The cavern, the size of a large bedchamber, held a low table and a stool, rough shelves cut into the rock walls and filled with carvings of wer in all their shapes, and a large box bed, heaped high with furs. The lamp sat on the table, close by the bed. An ancient woman knelt by the box and crooned, soft and comforting, too low to be heard more than a few feet away. The young woman on the bed was obviously in labor.
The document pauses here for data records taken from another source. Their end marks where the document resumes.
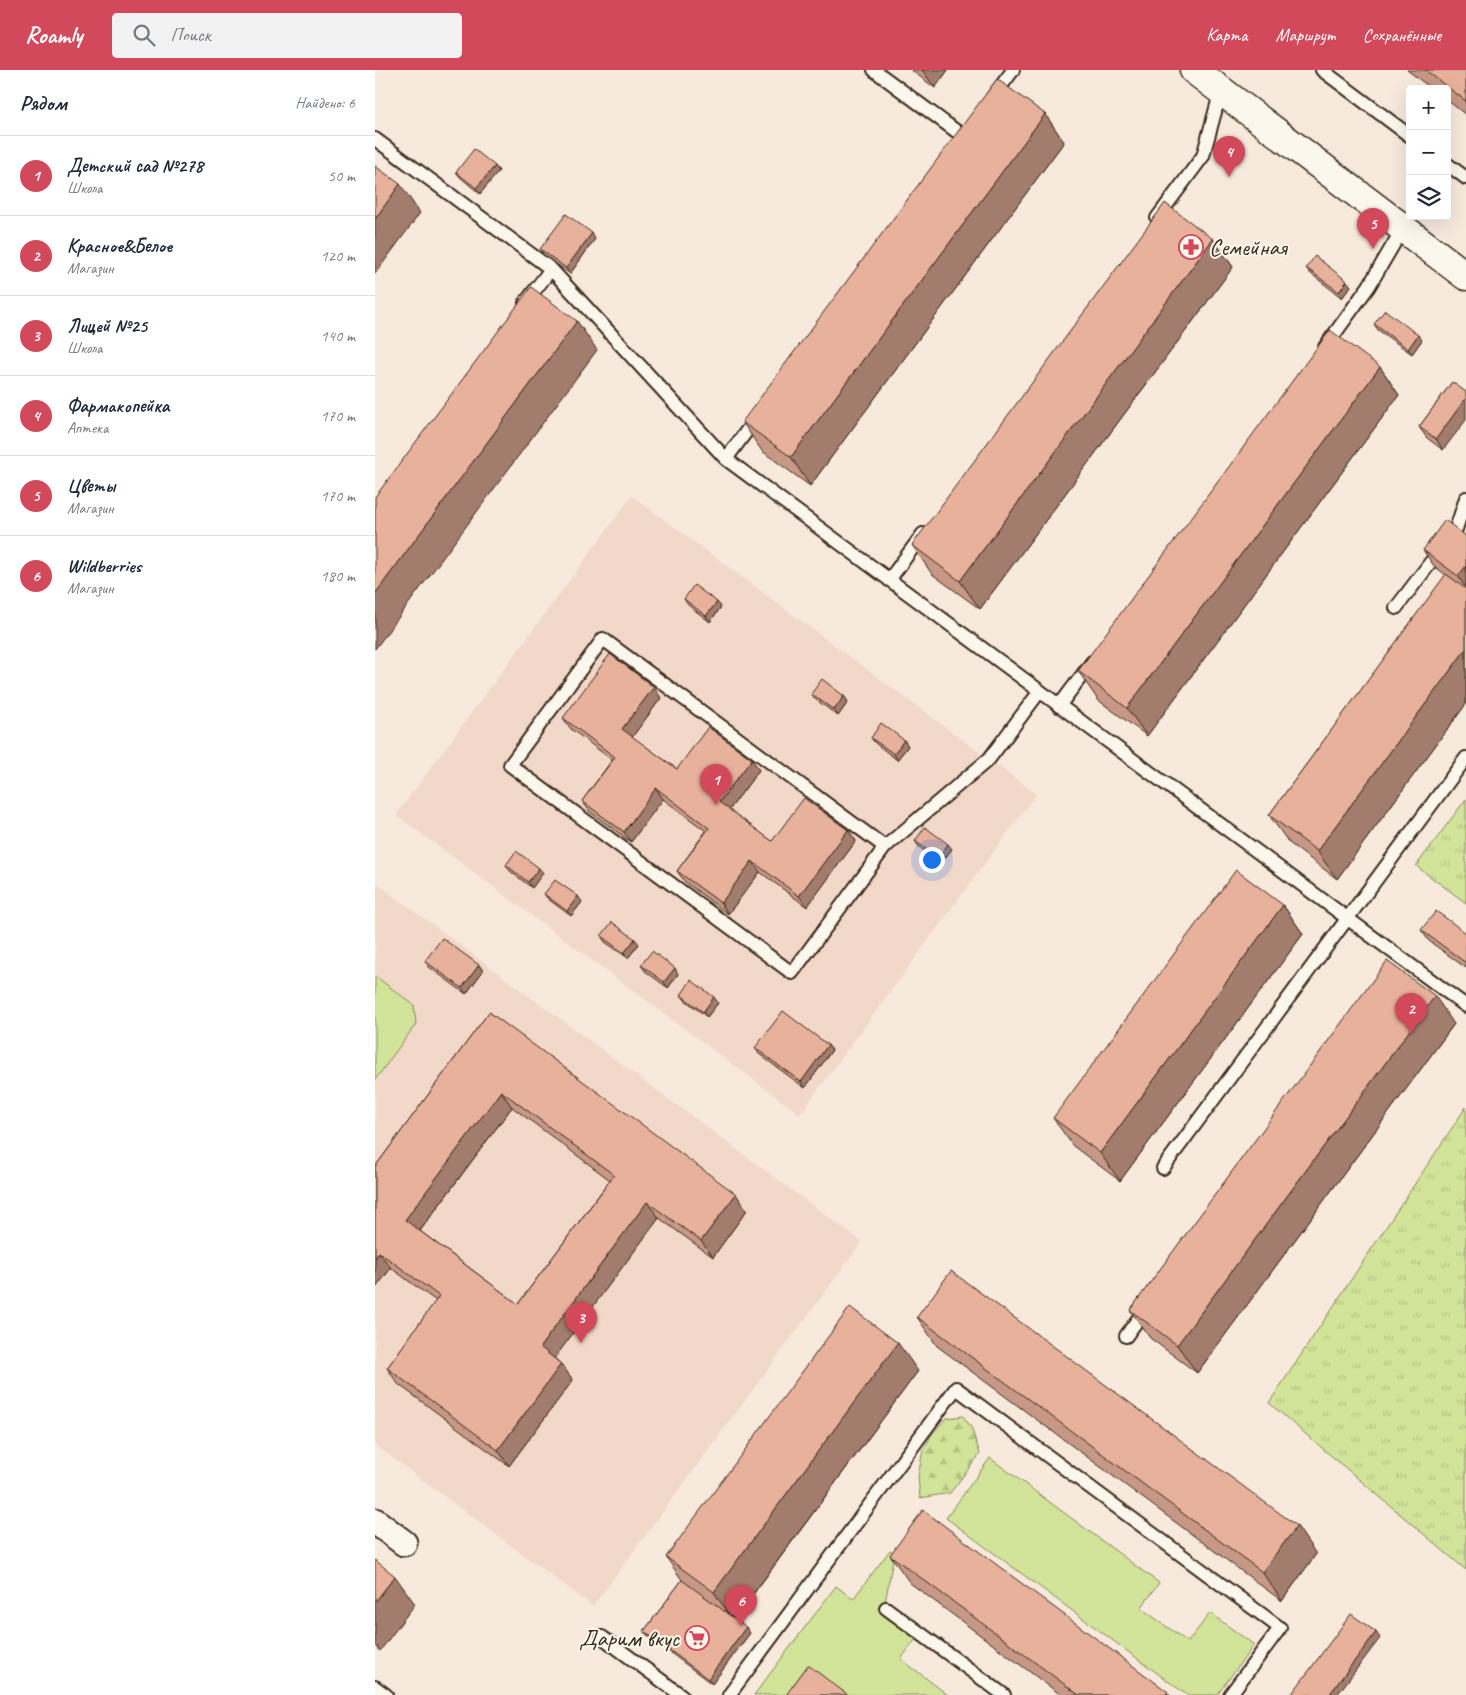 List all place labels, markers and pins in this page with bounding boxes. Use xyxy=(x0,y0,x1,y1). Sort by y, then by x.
pin: 4 xyxy=(1213,136,1245,177)
pin: 5 xyxy=(1357,208,1389,249)
place label: Семейная xyxy=(1209,232,1288,262)
pharmacy icon: Семейная xyxy=(1178,234,1204,260)
pin: 1 xyxy=(700,764,732,805)
pin: 2 xyxy=(1395,993,1427,1034)
pin: 3 xyxy=(565,1302,597,1343)
pin: 6 xyxy=(725,1585,757,1626)
place label: Дарим вкус xyxy=(579,1623,681,1653)
supermarket icon: Дарим вкус xyxy=(684,1625,710,1651)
“In the early months,” the old wer said softly in Crystal’s ear, “the mother’s changing does no harm, but after the wolf is ready to be born she must stay in womanshape to carry the mortal half to term. If she changes, the child and usually the mother as well dies. This is the torment the wizards gave us; strong emotion sets off the change outside of our control. Surprise, anger . . .” He paused and the woman on the bed whimpered again as a contraction rippled her swollen belly. “. . . pain.”
“Then why . . .”
“Our lives are long and in wolfshape the urge to mate is very strong. Although wer did not ask to be created, neither do wer wish to die. Do you wonder why we hate you?”
“The cats . . .”
“Are more indolent by nature so their time is a little less hard. They have three males for every female. We have five.”
Even as Crystal recognized the singsong cadence of the crooning, she saw the trance it was meant to maintain fail.
“Jason?” The young woman’s eyes tried to focus as the pain pulled her out of her hypnotic state.
He poked his nose into her hand and she clutched at it, then stroked the cheek of a worried young man.
To Crystal’s wizard sight the fingers of the hand seemed shorter than they should and the russet hair grew too thickly across the back.